### RECORDS TO PROCESS
== == ==

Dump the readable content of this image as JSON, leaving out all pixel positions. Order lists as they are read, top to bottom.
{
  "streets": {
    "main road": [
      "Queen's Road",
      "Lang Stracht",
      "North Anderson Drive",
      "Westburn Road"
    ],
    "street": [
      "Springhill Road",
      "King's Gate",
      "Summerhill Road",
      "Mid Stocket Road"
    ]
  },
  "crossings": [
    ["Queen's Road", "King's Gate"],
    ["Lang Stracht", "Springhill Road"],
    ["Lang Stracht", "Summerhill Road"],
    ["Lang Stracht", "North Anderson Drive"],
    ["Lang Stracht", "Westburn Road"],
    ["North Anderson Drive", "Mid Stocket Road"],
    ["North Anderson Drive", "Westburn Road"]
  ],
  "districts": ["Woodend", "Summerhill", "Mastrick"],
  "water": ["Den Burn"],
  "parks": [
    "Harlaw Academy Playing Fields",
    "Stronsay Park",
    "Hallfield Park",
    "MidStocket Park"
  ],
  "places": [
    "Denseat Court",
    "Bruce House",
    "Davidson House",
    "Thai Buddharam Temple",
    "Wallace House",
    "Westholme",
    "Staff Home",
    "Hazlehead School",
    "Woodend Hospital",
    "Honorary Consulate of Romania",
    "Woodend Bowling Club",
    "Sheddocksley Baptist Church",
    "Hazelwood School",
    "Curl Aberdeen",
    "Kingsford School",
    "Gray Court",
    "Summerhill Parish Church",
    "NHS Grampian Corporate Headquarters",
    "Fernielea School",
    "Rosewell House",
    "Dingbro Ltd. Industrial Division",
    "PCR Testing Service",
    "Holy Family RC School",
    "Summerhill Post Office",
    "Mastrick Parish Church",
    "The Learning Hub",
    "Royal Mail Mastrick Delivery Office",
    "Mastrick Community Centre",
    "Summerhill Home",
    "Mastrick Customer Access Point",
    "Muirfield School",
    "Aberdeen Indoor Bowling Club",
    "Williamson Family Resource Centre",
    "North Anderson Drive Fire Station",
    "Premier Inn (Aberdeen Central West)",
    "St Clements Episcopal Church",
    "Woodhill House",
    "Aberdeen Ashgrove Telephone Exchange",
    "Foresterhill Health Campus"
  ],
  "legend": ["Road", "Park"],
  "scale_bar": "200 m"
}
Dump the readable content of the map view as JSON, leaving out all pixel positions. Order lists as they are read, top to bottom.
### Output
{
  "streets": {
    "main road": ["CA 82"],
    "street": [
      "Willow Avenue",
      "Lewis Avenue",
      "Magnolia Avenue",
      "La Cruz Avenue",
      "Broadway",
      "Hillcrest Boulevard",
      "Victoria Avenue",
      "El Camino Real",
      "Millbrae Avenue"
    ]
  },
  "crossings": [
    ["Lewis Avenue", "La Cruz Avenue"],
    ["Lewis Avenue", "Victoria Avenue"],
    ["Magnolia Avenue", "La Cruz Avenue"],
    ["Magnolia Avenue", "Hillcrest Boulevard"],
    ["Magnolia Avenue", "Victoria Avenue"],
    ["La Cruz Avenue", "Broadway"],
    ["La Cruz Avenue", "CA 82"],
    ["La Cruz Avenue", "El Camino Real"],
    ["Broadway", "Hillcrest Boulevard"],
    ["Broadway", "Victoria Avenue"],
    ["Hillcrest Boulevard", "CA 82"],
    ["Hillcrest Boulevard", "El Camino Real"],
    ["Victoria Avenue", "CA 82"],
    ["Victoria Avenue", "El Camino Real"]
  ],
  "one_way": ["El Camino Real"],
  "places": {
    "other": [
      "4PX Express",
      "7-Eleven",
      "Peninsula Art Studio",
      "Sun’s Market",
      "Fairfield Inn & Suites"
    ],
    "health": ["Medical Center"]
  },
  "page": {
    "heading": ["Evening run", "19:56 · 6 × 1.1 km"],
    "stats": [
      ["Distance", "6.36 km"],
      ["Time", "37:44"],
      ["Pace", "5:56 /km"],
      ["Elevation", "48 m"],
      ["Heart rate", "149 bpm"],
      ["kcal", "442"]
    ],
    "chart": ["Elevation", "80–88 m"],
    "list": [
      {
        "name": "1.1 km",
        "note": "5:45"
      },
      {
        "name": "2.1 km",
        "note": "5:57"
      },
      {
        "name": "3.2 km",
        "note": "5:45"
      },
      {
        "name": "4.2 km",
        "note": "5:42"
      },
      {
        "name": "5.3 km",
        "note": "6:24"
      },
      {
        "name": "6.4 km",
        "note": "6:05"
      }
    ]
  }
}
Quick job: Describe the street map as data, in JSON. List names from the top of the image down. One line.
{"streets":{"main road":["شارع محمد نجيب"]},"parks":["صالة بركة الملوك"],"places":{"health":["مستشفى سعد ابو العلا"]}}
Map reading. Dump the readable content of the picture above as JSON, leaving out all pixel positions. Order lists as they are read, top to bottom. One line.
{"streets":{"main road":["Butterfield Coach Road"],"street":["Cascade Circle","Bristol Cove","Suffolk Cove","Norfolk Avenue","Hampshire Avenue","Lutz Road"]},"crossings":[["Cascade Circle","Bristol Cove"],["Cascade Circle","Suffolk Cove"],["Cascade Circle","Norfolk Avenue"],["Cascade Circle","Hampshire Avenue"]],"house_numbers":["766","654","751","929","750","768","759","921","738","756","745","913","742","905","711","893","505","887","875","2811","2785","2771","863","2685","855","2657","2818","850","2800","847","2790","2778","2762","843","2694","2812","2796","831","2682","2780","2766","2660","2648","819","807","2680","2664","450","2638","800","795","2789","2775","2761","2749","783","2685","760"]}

== == ==

### WHAT THE TASK REQUIRES
Exactly how many lines in the records above hold the string "bottom"? Reply with that number only.

### ANSWER TO THIS PROBLEM
3